She nods.
I tell her I’ll sleep and think on it. I wake up the next morning worrying for her.
From the day she was born, she’s wanted what she’s wanted. If Thula wanted to see her father before going to sleep, her eyes wouldn’t shut until he returned from smoking with his friends in the square. I remember one evening, when she was five, I told her that Malabo had gone to visit a sick friend in another village and would not be back till the next day, so she could come sleep with me in the bed. When nighttime came, I couldn’t find her. Yaya and I were about to panic when Bongo ran out of the hut and returned minutes later dragging Thula—he had found her on the path to Gardens, planning to catch the bus to go spend the night with her father, wherever he was.
* * *
—
I call her into my bedroom after she returns from school and ask her to sit next to me on the bed. I tell her that I understand why she wants to go to the better school—having more knowledge could never be a bad thing—but that going to Lokunja would not be good for her. I tell her how tiring it would be to take a bus for an hour every morning, an hour every afternoon. She says she would be fine doing it. I remind her that her friends would not be there in the new school, most will likely be married in no more than four, five years. And if she were to go to school in Lokunja, a town where we have no family, if something were to happen to her, who would bring us the news? She asks me what I think might happen to her there. When I don’t tell her about all of the horrid possibilities that circulate in my head every day, all the ways in which life could conspire to take my children away from me and leave me empty-handed, she tells me that I can’t think of anything because there’s nothing that could happen to her there that won’t happen here. “Who will you share the bus with every day?” I ask her. “No mother or father in Kosawa is going to allow their child to go to that school.” Did she expect the Restoration Movement to send a bus for her alone?
She leaves my bedroom, returns to Bongo’s room, gets on the bed, and turns her face to the wall. She does not rise when Juba stands at the door and asks her to take a look at what he’s drawn—does she like it? Juba enters the room, pokes her in the ribs jokingly, to force a reaction. She does not turn, not even to glance at the drawing and tell him he’s done well. Juba pokes her once more, shrugs, and returns to the parlor to draw something else.
In the morning I make her eggs and plantains before she goes off to school, but she refuses to eat. I make a dinner of sweet potatoes and pumpkin leaf sauce and she looks at it as if it’s a pile of mud. I sigh and sit on the bench in the parlor. I am tired, the child has wrung me out, I have nothing left with which to break her and remake her. I stand up and, between clenched teeth, tell her that she’s ungrateful and selfish and the most spiteful child ever born to a woman. She stares at me as if I’m an empty vessel making a loud noise, as if my disappointment is no match for her resolve. I’m about to accuse her of having neither scruples nor shame about adding to my anguish when Yaya calls for me. When I go to Yaya, she tells me to please give Thula what she’s asking for.
* * *
—
It was on that day that I began going from hut to hut, trying to convince fathers to allow their children to ride the bus with Thula to the school in Lokunja.
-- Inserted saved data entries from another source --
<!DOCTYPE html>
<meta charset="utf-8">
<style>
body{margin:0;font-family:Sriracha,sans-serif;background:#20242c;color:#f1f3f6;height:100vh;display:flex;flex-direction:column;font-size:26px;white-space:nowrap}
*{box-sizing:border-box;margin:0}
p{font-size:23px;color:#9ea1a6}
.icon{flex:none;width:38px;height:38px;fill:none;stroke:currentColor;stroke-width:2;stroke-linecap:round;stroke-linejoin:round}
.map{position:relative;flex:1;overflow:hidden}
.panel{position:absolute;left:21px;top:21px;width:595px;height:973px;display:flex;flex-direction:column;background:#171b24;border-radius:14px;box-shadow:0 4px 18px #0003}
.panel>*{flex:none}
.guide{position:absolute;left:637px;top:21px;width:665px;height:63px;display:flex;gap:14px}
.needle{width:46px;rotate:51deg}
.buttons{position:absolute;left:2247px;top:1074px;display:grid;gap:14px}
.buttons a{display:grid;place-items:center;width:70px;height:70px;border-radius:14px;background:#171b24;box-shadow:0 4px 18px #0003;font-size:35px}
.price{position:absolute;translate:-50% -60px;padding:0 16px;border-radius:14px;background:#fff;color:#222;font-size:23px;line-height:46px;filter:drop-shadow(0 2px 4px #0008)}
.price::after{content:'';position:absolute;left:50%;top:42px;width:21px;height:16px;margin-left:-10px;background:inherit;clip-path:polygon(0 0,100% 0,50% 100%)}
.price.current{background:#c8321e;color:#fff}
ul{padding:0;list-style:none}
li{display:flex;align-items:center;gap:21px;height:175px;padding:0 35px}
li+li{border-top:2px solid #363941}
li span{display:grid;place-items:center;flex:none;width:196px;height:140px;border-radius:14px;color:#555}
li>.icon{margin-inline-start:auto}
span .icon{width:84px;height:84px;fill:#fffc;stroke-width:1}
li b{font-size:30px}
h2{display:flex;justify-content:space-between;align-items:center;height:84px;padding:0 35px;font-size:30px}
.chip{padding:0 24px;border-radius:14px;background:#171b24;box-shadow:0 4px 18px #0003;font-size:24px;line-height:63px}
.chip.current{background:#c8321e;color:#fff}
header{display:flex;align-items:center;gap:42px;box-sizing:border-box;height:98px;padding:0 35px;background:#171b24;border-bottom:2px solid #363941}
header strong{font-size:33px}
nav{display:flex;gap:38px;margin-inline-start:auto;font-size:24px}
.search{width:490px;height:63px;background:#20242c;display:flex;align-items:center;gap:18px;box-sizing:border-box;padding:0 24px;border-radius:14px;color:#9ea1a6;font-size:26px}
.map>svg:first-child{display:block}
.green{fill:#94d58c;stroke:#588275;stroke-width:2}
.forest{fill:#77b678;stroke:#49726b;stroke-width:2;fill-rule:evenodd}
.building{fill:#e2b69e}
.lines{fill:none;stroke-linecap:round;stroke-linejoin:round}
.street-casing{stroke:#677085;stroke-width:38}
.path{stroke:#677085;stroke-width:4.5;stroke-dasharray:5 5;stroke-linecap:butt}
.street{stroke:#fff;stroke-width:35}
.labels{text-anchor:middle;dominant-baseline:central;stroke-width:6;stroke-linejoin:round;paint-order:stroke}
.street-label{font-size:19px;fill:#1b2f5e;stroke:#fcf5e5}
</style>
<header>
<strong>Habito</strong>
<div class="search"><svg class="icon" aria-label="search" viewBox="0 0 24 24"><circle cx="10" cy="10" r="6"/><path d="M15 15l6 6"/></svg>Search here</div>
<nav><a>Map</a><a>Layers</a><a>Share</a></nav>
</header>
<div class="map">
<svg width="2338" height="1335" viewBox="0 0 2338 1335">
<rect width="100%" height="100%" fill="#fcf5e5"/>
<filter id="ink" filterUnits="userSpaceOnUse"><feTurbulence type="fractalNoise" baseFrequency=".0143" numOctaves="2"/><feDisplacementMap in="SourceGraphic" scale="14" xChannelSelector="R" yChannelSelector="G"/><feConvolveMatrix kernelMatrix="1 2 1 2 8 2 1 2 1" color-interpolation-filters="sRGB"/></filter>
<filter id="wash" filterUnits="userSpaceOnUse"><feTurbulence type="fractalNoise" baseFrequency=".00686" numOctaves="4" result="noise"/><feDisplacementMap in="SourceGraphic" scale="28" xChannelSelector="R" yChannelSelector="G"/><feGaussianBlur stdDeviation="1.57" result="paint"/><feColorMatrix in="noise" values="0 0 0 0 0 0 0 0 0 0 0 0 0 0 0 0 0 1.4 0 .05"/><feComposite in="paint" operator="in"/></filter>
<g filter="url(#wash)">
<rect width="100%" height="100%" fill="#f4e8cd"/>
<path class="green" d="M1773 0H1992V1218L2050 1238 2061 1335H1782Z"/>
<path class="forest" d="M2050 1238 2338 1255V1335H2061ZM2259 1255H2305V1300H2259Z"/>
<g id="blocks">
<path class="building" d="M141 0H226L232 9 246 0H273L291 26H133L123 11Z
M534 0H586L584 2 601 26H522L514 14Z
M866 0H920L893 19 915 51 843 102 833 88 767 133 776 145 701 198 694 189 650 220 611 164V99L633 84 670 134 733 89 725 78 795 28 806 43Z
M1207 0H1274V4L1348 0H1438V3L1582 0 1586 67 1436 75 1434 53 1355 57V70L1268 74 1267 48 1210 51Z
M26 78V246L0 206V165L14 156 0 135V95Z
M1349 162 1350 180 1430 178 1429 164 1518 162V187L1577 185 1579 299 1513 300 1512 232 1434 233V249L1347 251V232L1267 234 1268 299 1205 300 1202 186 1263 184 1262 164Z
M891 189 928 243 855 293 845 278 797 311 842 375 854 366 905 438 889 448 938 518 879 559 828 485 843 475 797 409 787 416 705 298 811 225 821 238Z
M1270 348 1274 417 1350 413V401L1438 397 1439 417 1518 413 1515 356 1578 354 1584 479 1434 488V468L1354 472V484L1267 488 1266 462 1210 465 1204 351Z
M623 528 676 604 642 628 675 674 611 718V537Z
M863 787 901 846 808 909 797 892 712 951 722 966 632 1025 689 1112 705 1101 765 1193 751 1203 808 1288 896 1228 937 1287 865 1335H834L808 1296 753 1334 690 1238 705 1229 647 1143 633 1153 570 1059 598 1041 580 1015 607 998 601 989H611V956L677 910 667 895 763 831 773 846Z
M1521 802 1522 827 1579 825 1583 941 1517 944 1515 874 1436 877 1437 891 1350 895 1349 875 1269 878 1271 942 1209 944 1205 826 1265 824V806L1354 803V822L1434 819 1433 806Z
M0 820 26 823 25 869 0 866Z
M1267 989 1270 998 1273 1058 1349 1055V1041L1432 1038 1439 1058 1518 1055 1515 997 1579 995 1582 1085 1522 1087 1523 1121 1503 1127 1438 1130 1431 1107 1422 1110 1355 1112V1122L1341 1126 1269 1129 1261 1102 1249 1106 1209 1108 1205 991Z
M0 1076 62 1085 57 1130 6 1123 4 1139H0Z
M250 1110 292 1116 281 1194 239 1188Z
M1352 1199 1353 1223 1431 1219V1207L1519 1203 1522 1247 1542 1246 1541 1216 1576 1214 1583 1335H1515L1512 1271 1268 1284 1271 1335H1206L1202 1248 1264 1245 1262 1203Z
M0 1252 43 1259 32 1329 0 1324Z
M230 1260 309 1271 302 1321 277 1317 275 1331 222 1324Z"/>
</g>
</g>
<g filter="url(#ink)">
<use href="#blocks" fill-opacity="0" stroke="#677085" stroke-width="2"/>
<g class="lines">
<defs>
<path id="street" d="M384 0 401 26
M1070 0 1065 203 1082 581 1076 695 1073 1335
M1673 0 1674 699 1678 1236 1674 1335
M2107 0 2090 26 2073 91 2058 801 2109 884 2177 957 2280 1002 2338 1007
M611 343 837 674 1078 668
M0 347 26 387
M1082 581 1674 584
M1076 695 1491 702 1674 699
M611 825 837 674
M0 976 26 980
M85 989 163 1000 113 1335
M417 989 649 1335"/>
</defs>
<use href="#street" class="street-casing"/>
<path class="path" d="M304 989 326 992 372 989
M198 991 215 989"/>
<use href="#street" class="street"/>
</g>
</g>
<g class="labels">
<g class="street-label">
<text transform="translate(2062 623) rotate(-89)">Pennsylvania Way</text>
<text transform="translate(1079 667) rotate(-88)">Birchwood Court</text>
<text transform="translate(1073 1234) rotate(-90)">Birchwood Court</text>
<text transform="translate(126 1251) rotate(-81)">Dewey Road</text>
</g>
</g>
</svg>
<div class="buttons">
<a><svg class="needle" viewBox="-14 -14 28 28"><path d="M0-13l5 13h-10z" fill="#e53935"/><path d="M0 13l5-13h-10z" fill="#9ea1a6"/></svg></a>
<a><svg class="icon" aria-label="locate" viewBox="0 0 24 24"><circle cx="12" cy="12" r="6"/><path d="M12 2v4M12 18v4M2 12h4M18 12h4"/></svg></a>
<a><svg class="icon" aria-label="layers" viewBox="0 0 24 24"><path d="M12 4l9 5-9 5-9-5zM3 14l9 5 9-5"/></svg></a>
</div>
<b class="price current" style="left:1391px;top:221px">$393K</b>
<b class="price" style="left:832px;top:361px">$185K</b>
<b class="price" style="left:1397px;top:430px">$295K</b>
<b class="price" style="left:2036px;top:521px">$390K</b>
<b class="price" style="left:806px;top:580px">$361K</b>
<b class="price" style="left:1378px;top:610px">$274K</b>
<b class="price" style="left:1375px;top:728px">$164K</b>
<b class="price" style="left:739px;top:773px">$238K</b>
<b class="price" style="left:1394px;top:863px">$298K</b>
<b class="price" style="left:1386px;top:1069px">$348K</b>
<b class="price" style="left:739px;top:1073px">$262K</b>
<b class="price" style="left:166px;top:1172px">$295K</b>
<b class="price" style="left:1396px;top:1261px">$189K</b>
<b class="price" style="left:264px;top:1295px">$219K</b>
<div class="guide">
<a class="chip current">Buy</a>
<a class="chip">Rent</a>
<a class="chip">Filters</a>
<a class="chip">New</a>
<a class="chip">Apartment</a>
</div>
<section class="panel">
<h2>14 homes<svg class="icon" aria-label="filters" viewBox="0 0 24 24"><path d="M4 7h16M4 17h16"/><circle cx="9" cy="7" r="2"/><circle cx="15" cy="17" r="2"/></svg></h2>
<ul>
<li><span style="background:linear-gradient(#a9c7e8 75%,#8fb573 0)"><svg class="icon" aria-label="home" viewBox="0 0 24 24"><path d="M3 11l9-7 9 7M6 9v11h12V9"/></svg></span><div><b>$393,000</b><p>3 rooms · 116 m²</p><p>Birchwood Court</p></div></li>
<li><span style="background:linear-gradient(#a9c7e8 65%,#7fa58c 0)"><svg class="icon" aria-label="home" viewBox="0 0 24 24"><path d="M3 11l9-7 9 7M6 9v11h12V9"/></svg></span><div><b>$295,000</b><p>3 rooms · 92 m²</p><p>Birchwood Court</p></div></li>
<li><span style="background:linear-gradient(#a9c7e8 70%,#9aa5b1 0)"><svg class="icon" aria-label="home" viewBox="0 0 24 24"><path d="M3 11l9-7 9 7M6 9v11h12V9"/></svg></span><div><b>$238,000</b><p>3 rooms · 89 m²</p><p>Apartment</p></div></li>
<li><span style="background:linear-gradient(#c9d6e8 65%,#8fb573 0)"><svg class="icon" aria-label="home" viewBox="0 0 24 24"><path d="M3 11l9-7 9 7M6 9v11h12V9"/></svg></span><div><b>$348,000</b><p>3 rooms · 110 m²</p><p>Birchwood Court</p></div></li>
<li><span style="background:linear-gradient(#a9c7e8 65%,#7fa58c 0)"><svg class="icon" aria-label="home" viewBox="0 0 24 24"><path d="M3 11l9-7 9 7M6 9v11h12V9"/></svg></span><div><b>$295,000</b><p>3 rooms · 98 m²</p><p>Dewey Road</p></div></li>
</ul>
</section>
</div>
Over and over, I hear that a girl does not need to ride a bus to get more knowledge than what the village school is offering. I am given a summary of what the government has done to us, what it is still doing to us. I am told, lest I’ve forgotten, that the children of Kosawa are still in danger, that they’re still dying even though the Restoration Movement has shamed Pexton into providing us bottled water for the babies. I am lectured that no one in Kosawa should ever trust the government even if the Sweet One and the Cute One tell us that we can in some instances, that we should never enter a building owned by the government unless we must, and that, even then, we would need to grow eyes in our ears and eyes in the back of our necks; we should never think the government wants anything but our demise—the government is not made up of people with souls and hearts of flesh.
I listen to all this and more.
I say, Yes, Papa, to every father, and Yes, Big Papa, to every grandfather.
They ask me questions and I respond in a manner that suggests I don’t know much about what I’m trying to say. I nod while they speak, limiting eye contact. They have to see how much I revere their wisdom. They want to know why I’m doing this, why I can’t just tell my daughter no. Isn’t it time my daughter learned to understand her choices in life? Why haven’t I advised my daughter that the most important knowledge she will ever need as a woman is how to find contentment with whatever life offers her?